Late polling suggested a different outcome, as the latest data proposed a trend line where Rispone might have well gone over the top. A new JMC Analytics poll (Nov. 12-13; 600 likely Louisiana voters) showed that Baton Rouge developer Rispone could slip past Gov. Edwards by a 46-45 percent count. The one-point margin was not particularly significant, since the result meant the two candidates were locked in a virtual tie, but the aggregate late-polling trend was more telling.
Since Nov. 1, five studies have been publicly released from five different pollsters and each find the spread ranging from a flat tie to four points. But even the four-point margin, 50-46 percent from Targoz Market Research (Nov. 7-13; 803 likely Louisiana voters) in Edwards’ favor, is inconsistent with the others. Removing this poll, with its strong sample size but long sampling period, means the average percentage difference between the two candidates from the four remaining surveys is only 1.25.
The actual turnout said something different, however, and the first clue came from early voting. According to the latest count on Thursday night, 46 percent of the early votes were coming from Democrats as compared to 38 percent from Republicans. In the jungle primary election, the Democratic early voting advantage was only 44-41 percent, and the GOP candidates secured 52 percent of the vote.
The Daily Kos Elections site authors calculated the percentages that Gov. Edwards would need to attain in key parishes in order to reach 50 percent. We see that the governor reached his projected benchmark in 13 of the 15 representative parishes selected, which accounts for his statewide total.

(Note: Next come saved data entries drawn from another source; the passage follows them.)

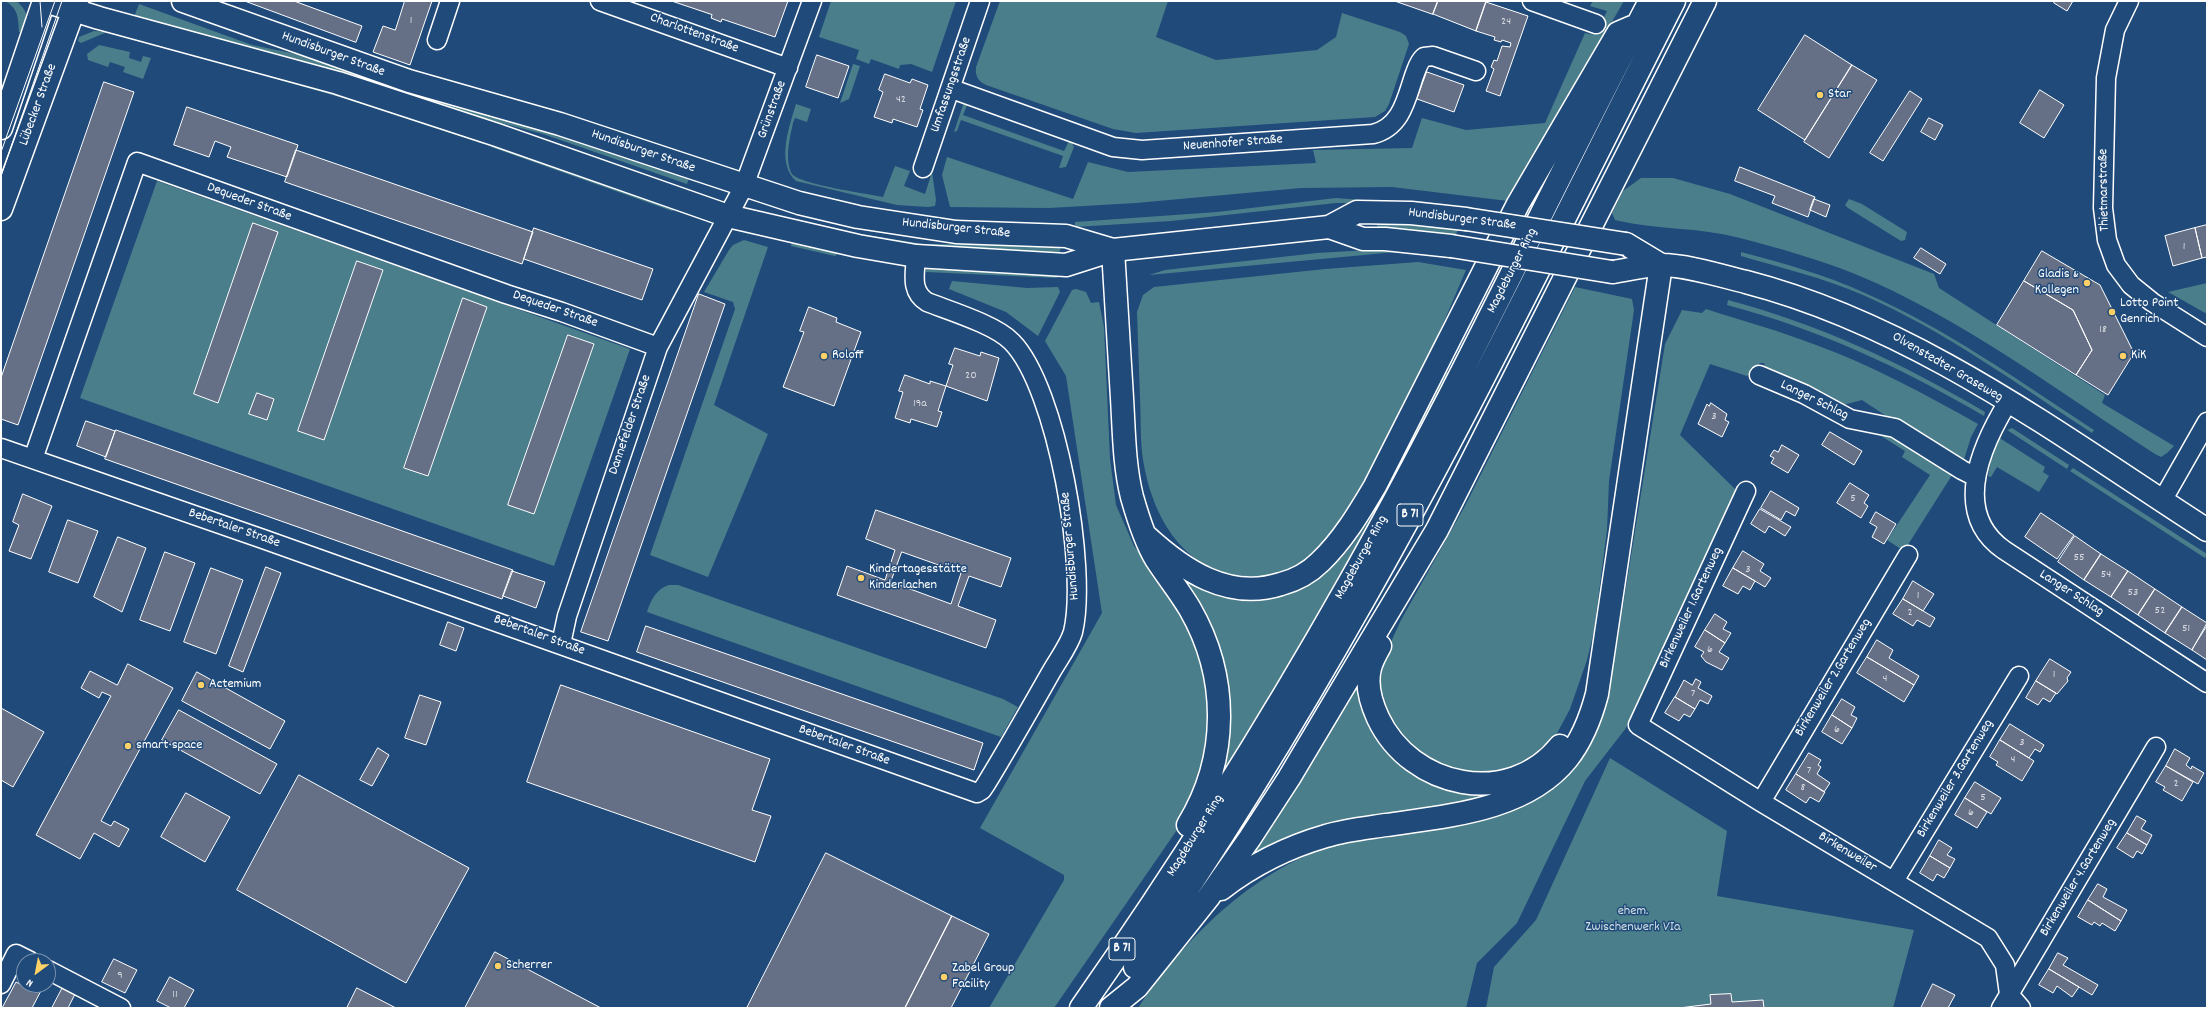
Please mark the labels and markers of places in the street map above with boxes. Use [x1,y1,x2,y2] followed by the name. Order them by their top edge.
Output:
[1828,87,1851,103] place label: Star
[1815,90,1825,100] marker: Star
[2035,267,2079,300] place label: Gladis & Kollegen
[2082,278,2092,288] marker: Gladis & Kollegen
[2120,296,2179,328] place label: Lotto Point Genrich
[2107,307,2117,317] marker: Lotto Point Genrich
[832,348,864,364] place label: Roloff
[2131,348,2146,364] place label: KiK
[819,351,829,361] marker: Roloff
[2118,351,2128,361] marker: KiK
[869,562,967,594] place label: Kindertagesstätte Kinderlachen
[856,573,866,583] marker: Kindertagesstätte Kinderlachen
[209,677,261,693] place label: Actemium
[196,680,206,690] marker: Actemium
[136,738,202,754] place label: smart space
[123,741,133,751] marker: smart space
[506,958,552,974] place label: Scherrer
[493,961,503,971] marker: Scherrer
[952,961,1014,994] place label: Zabel Group Facility
[939,972,949,982] marker: Zabel Group Facility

Over 1.5 million voters participated in the election, meaning a turnout percentage of 50.7 percent of registered voters. This was up 4.8 percent from the recorded primary turnout figure. Four years ago, when Gov. Edwards was first elected in defeating then-US Sen. David Vitter (R), just 40.2 percent of registered Louisiana voters cast their ballots.
Rispone centered his campaign around attacking Edwards over Louisiana ranking near the bottom of state statistics in job creation, and that he was fully in President Trump’s camp. The President came to the state to hold one of his rallies for Rispone, but even this did not help engender a victory.
Edwards’ campaign contended that Louisiana is in the top 10 of fastest growing state economies, that the $2 billion deficit the governor inherited is now a surplus and that was accomplished while increasing teacher pay and expanding Medicare.
Once again, Republicans did not counter with a healthcare alternative as a contrast to the government program, which cost them. If this election related to the upcoming national campaign in any way it portends that Republicans cannot win support in the healthcare debate simply by advocating that the current programs end.
Kentucky Gov. Matt Bevin (R) officially conceded his election more than a week after Election Day, thus suspending any further recounts of the Nov. 5 result. Attorney General Andy Beshear (D) won the contest with a margin of just 5,086 votes from more than 1.4 million ballots cast, or less than one-half of one percentage point. Interestingly, even though losing the statewide vote, Gov. Bevin carried 96 of the state’s 120 counties. Prior to the 2015 election, Beshear’s father, Steve Beshear (D), was twice elected the state’s chief executive and served for eight years.